Decreet over het lokaal bestuur;
Decreet van 30 mei 2008 betreffende de vestiging, de invordering en de geschillenprocedure van provincie- en gemeentebelastingen, gewijzigd bij decreten van 28 mei 2010 en 17 februari 2012;
Decreet van 23 december 2011 betreffende het duurzaam beheer van materiaalkringlopen en afvalstoffen
Besluit van de Vlaamse Regering van 17 februari 2012 tot vaststelling van het Vlaams reglement betreffende het duurzaam beheer van materiaalkringlopen en afvalstoffen (VLAREMA)
Uitvoeringsplan voor het huishoudelijk afval en gelijkaardig bedrijfsafval, goedgekeurd op 16 september 2016 door de Vlaamse Regering
Beslissing gemeenteraad 17 december 2019 tot vaststellen Milieubelasting 2020-2025
Voor de aanslagjaren 2020 tot en met 2025 wordt ten behoeve van de stad Halle een jaarlijkse algemene milieubelasting (AMB) geheven.
§1. De belasting is verschuldigd door ieder gezin waarvan de referentiepersoon overeenkomstig zijn inschrijving in het rijksregister, op 1 januari van het aanslagjaar zijn hoofdverblijfplaats heeft in de stad Halle. (Als referentiepersoon van het gezin wordt beschouwd degene die aldus is ingeschreven in het bevolkingsregister).
§2. De belasting is verschuldigd door al wie een zelfstandig of vrij beroep uitoefent, als hoofd- en/of als bijkomende activiteit, door uitbaters van feestzalen, eetgelegenheden, cafés of winkels op het grondgebied van de stad, voor zover tenminste één lokaal voor die activiteit gebruikt wordt. Indien op hetzelfde adres tezelfdertijd het eigenlijke gezin van hoger vermelde belastingplichtige gehuisvest is, kan deze belasting slechts verschuldigd zijn uit hoofde van artikel 4 §1 van dit reglement.
§3. De belasting is verschuldigd door elke rechtspersoon in gelijk welke verenigings- of vennootschapsvorm (NV, BVBA, VZW, …) waarvan de maatschappelijke zetel en/of afzonderlijke exploitatiezetels op het grondgebied van de gemeente zijn gevestigd voor zover deze geen wettelijke vrijstelling genieten.
Het jaarlijkse bedrag van de belasting wordt vastgesteld op 55,00 euro .
Voor gezinnen van één persoon en voor alleenstaande ouders met minstens 1 minderjarig kind dewelke gedomicilieerd zijn op hetzelfde adres wordt de belasting vastgesteld op 27,50 euro.
De belasting is ondeelbaar verschuldigd voor elk begonnen jaar.
Worden vrijgesteld van de belasting:
1. de staat, de provincie, de gemeenten en de openbare instellingen, tenzij voor gedeelten van gebouwen, die door de beambten van die organismen privaat en voor hun persoonlijk gebruik bewoond worden.

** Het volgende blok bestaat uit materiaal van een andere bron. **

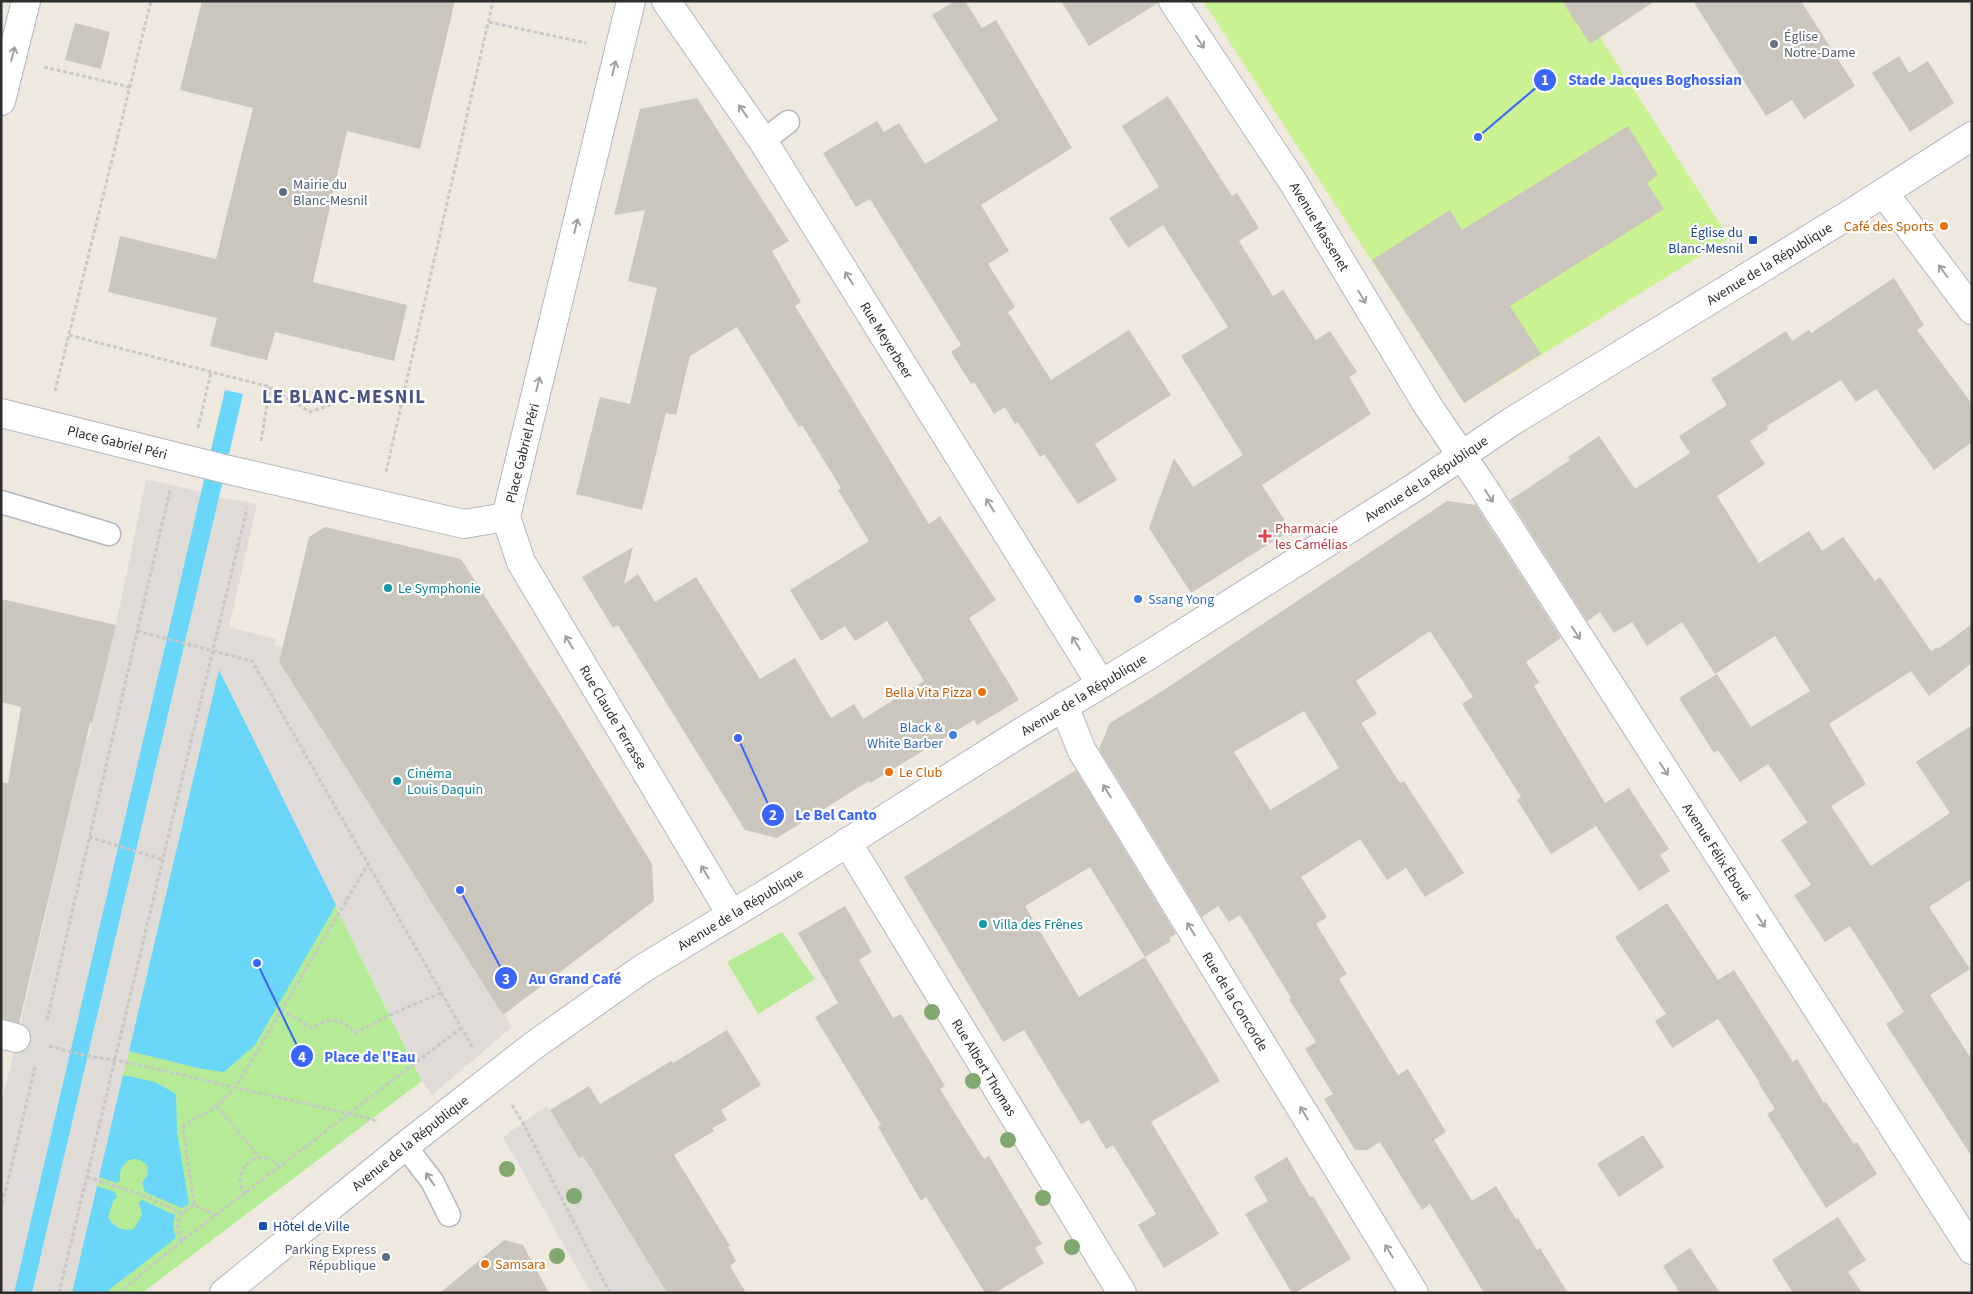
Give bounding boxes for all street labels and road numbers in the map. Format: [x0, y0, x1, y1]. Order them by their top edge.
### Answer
street label: Avenue Massenet [1284, 178, 1354, 276]
street label: Avenue de la République [1703, 218, 1837, 311]
street label: Rue Meyerbeer [855, 298, 918, 383]
street label: Place Gabriel Péri [501, 401, 545, 505]
street label: Place Gabriel Péri [65, 421, 169, 465]
street label: Avenue de la République [1361, 431, 1493, 527]
street label: Avenue de la République [1017, 649, 1151, 741]
street label: Rue Claude Terrasse [574, 662, 651, 773]
street label: Avenue Félix Éboué [1677, 799, 1755, 905]
street label: Avenue de la République [674, 864, 808, 956]
street label: Rue de la Concorde [1197, 948, 1273, 1055]
street label: Rue Albert Thomas [946, 1015, 1021, 1121]
street label: Avenue de la République [348, 1091, 473, 1196]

2. de belastingplichtige, omschreven in artikel 4 §3, waarvan minstens één statutair vennoot of lid van de vereniging op hetzelfde adres is ingeschreven in de bevolkingsregisters van de gemeente als dat waar de maatschappelijke of exploitatiezetel van de vereniging of vennootschap gevestigd is, op voorlegging van hun statuten en op schriftelijke aanvraag.

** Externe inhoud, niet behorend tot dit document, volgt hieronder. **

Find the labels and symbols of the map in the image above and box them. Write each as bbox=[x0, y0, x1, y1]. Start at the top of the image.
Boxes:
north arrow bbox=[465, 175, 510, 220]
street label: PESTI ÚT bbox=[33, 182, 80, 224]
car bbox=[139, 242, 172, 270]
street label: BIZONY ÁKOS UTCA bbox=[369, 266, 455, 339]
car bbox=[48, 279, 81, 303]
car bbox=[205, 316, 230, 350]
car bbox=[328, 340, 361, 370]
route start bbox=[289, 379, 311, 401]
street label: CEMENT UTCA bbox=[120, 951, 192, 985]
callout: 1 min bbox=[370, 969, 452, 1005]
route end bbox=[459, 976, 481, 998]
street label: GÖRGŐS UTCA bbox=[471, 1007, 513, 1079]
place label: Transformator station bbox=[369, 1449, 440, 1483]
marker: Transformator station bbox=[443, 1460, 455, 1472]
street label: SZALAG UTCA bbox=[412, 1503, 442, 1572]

3. de belastingplichtig (natuurlijke persoon) die vanaf 1 januari van het belastbare dienstjaar ononderbroken in een verplegingsinstelling of bejaardentehuis heeft verbleven.
4. Officiële en vrije onderwijsinstellingen gesubsidieerd door de Staat tenzij voor gedeelten van gebouwen die door de beambten van die organismen privaat en voor hun persoonlijk gebruik bewoond worden.

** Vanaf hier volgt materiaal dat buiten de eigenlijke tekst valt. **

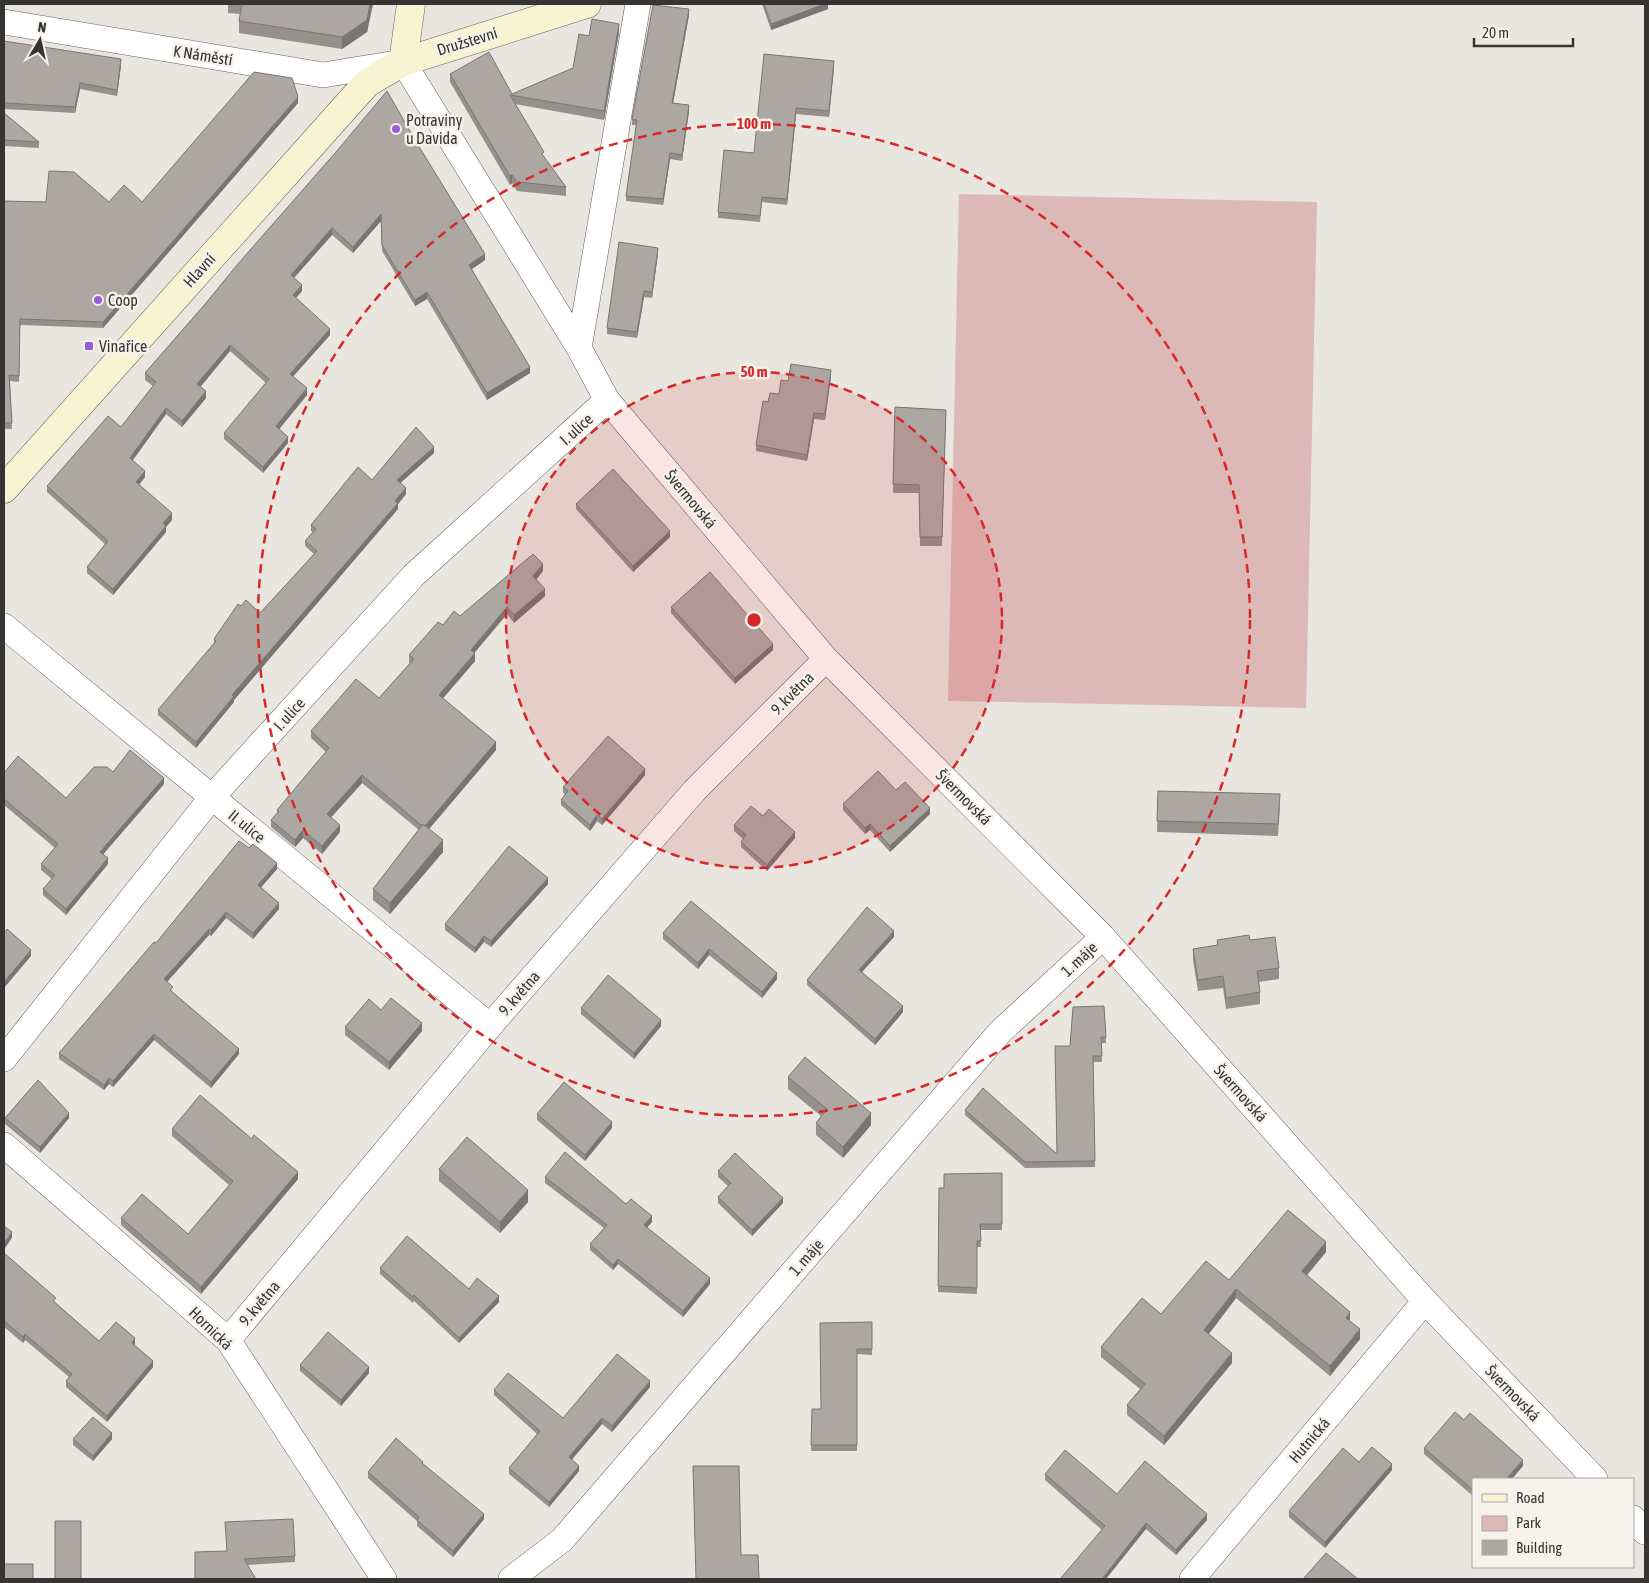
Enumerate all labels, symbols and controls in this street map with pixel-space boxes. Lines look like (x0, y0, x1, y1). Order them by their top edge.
north arrow (15, 15, 65, 65)
scale bar (1474, 15, 1573, 47)
text: N (37, 19, 47, 36)
street label: Družstevní (435, 23, 500, 59)
text: 20 m (1482, 24, 1509, 41)
street label: K Náměstí (172, 41, 234, 69)
place label: Potraviny u Davida (406, 111, 463, 147)
text: 100 m (737, 115, 771, 132)
marker: Potraviny u Davida (390, 123, 402, 135)
street label: Hlavní (179, 249, 219, 291)
place label: Coop (108, 291, 138, 310)
marker: Coop (92, 294, 104, 306)
place label: Vinařice (99, 337, 147, 355)
marker: Vinařice (83, 340, 95, 352)
text: 50 m (741, 363, 768, 380)
street label: I. ulice (556, 410, 596, 448)
street label: Švermovská (661, 466, 721, 532)
centre of rings (745, 611, 763, 629)
street label: 9. května (767, 668, 817, 718)
street label: I. ulice (270, 694, 308, 734)
street label: Švermovská (933, 766, 995, 828)
street label: II. ulice (225, 806, 269, 846)
street label: 1. máje (1057, 938, 1101, 981)
street label: 9. května (495, 967, 543, 1019)
street label: Švermovská (1211, 1061, 1271, 1125)
street label: 1. máje (785, 1235, 827, 1280)
street label: 9. května (235, 1277, 283, 1329)
street label: Hornická (186, 1303, 236, 1353)
street label: Švermovská (1482, 1361, 1544, 1425)
street label: Hutnická (1285, 1414, 1333, 1466)
legend (1472, 1478, 1634, 1568)
text: Road (1516, 1489, 1545, 1506)
text: Park (1516, 1514, 1541, 1531)
text: Building (1516, 1539, 1562, 1556)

5. Verenigingen met rechtspersoonlijkheid, erkend door een adviesraad tenzij voor gedeelten van gebouwen die door de beambten van die organismen privaat en voor hun persoonlijk gebruik bewoond worden.
6. Openbare of privé-inrichtingen die tot doel hebben een algemene herberging zonder winstoogmerk te verlenen aan wezen, bejaarden, gehandicapten of jongeren tenzij voor gedeelten van gebouwen, die door de beambten van die organismen privaat en voor hun persoonlijk gebruik bewoond worden.
De belasting wordt ingevorderd door middel van een kohier dat vastgesteld en uitvoerbaar verklaard wordt door het college van burgemeester en schepenen.
De belasting moet betaald worden binnen de twee maanden na de toezending van het aanslagbiljet.
Dit reglement treedt in werking op 1 januari 2020.